In a digital system, the time is not continuous, which prevents the use of these methods if no precautions are taken. A rule of thumb is that the classical methods can be used if the sampling frequency is ten times higher than the highest internal frequency. If the sampling frequency gets lower, the deadtime between samples affects the stability of the control loop. A z-transform is used to control these systems.
The z-transform is the counterpart to the Laplace transformation in the standard control loop design. (The interested reader can learn more about z-transforms in .)
With all these prerequisites, it is now possible to model the data flow of multiple channels, such as multiple sensory inputs into a system. These inputs can, as previously described, be processed in parallel, sequence, or both. To be able to process data in parallel efficiently, it is necessary that the data does not have dependencies on each other.

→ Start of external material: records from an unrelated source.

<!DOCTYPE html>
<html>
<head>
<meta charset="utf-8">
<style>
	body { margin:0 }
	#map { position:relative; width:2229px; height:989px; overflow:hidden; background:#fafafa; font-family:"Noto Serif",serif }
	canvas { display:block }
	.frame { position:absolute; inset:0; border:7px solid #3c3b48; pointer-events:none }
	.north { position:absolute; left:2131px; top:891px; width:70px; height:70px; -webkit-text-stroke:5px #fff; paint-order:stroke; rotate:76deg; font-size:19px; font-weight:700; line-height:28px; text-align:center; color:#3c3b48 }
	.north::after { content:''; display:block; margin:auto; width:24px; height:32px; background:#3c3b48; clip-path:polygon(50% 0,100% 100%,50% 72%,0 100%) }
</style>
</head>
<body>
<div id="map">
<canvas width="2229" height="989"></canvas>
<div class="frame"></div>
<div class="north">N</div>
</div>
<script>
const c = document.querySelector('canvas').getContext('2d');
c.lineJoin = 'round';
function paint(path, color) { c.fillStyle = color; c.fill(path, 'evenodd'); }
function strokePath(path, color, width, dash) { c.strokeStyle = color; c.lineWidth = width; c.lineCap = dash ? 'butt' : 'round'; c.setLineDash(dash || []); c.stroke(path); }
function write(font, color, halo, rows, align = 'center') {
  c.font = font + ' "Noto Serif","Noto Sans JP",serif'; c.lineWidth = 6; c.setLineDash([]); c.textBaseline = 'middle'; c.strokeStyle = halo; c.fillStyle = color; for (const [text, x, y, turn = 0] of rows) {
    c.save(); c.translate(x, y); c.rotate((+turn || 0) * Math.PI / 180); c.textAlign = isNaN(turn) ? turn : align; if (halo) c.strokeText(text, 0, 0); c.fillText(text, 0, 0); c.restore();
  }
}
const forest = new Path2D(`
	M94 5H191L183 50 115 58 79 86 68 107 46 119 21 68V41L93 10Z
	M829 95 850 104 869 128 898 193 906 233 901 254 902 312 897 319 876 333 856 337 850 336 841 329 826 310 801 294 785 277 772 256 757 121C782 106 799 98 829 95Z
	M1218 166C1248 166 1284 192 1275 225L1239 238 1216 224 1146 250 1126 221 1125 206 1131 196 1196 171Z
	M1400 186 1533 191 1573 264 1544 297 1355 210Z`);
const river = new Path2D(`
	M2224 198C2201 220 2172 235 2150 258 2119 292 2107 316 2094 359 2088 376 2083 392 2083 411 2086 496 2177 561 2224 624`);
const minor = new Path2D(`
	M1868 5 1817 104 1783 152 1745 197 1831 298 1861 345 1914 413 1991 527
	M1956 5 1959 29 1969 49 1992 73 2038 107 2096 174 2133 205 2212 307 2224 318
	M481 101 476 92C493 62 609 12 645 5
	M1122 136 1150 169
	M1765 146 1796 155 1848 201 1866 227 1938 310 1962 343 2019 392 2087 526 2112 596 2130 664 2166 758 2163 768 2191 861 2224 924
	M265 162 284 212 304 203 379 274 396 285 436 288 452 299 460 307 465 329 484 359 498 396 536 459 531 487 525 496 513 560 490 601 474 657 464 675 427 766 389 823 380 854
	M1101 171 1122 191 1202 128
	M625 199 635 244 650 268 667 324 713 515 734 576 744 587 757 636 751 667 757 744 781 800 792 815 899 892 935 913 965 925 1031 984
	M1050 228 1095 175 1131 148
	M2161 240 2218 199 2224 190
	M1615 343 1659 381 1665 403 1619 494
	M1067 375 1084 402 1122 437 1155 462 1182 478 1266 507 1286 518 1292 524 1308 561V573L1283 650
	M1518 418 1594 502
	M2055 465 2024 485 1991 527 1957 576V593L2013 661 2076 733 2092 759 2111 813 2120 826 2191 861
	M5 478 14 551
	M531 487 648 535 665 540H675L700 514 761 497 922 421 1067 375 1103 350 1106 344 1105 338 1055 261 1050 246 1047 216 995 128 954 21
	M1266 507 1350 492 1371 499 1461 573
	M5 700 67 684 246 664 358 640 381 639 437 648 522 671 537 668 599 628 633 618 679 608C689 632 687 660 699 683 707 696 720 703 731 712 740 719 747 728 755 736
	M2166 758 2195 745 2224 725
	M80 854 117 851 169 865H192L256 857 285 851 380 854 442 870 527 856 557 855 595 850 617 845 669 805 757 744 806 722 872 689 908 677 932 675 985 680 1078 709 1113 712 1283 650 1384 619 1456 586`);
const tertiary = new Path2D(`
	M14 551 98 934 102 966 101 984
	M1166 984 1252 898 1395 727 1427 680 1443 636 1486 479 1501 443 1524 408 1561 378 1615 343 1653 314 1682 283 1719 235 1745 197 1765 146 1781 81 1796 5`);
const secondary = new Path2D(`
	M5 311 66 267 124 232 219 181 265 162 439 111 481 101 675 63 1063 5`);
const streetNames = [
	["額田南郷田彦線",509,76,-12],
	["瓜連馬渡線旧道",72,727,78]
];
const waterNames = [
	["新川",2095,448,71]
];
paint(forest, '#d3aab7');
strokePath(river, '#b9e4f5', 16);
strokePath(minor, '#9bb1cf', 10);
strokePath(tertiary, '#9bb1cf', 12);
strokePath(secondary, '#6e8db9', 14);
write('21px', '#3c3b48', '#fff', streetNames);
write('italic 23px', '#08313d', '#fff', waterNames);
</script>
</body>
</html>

Modern embedded systems that interface between the physical “real” world and the computational “cyber” world add to the challenges of signal processing. To the engineer’s rescue come new powerful digital circuits that effectively push the analog domain boundaries further in favor of digital programmable processing. These modern circuits combine one or more CPUs with DSP and look-up table (LUT) processing to give us more choices for digital signal conditioning. Versatile and fast LVDS pin pairs give us additional design choices for analog-to-digital and digital-to-analog signal conversion.